Monday night, Morro Bay city leaders hosted a question-and-answer session with Vistra Energy, the company looking to build the world's largest energy storage system in Morro Bay.
The proposed 22-acre power plant would use battery storage to create renewable energy.
"The energy battery storage takes power off the grid when it's not needed and wasted, and puts it back on when we all need it," Anthony Maselli, vice president of Vistra Energy, said.
The company took questions from community members ranging from how the batteries work, to how they are ensuring the batteries won't contaminate the environment as the company says the Environmental Impact Report, or EIR, has not yet been completed.
"It is literally like a sealed Ziploc pouch, which is in another pouch, which is in a metal container. So the only thing that could happen to a battery or even the facility if the water got high is it would short out; it would blow a fuse like we all have in our house," Maselli said.
One of the biggest questions of the night: will this facility save people money on their electricity bills?
Maselli says it will take time and for more renewable energy to come online.
If this facility gets approved, they could be breaking ground at the site of the vacant former power plant as soon as next year.
The company estimates the site will generate $4.8 million in annual property tax payments to San Luis Obispo County and create new jobs, something Poppy Boutique owner Sophia Tolle hopes will bring in more business to the city.
"More good-paying jobs, good income jobs would help all businesses here to see that kind of project come in is really something really good," Tolle said.
Several people raised concerns about the future of the iconic stacks left behind from the old power plant.
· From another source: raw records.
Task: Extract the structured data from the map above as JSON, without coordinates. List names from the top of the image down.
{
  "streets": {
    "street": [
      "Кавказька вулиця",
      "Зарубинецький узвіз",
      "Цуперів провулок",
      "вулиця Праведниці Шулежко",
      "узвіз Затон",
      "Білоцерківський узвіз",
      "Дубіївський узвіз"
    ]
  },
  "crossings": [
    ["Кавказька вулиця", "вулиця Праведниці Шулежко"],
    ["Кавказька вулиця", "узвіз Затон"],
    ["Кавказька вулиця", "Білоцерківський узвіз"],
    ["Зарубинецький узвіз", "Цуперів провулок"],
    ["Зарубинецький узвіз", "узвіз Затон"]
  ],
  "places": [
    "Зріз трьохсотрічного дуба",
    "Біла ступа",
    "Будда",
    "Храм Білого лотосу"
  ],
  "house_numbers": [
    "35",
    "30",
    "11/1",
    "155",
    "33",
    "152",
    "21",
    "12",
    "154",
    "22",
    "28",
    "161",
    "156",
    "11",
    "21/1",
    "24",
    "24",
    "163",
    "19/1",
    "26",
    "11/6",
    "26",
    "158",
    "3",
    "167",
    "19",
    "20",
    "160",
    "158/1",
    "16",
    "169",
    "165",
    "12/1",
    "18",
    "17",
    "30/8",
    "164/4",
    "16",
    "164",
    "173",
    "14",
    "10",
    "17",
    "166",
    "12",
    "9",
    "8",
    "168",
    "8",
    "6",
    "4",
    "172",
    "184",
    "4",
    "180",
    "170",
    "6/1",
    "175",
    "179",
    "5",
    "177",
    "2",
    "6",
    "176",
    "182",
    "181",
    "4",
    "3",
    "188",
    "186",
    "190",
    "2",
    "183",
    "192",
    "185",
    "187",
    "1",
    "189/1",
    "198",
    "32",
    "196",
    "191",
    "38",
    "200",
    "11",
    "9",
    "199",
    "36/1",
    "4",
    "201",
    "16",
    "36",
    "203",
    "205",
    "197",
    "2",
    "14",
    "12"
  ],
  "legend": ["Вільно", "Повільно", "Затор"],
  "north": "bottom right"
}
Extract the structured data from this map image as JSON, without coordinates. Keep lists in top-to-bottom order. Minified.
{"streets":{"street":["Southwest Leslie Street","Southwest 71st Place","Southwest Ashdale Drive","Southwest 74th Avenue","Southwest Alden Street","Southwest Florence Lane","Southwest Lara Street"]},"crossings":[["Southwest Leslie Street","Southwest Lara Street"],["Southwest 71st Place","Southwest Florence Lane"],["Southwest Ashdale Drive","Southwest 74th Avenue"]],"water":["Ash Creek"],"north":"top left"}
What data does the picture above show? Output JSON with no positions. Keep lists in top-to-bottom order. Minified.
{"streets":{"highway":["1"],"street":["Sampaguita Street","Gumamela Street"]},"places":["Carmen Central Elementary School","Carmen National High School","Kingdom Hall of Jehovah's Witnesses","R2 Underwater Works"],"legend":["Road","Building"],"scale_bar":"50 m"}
Vistra says they would rather take them down if they are unusable, however, this issue will go up for public comment at future meetings on this project.
The company says its permit for the project is about to go through a months-long process that will include meetings at the planning commission and eventually the Morro Bay City Council.
They hope to have "the facility online by the end of 2024 when the first unit of the Diablo Canyon nuclear generation station goes offline."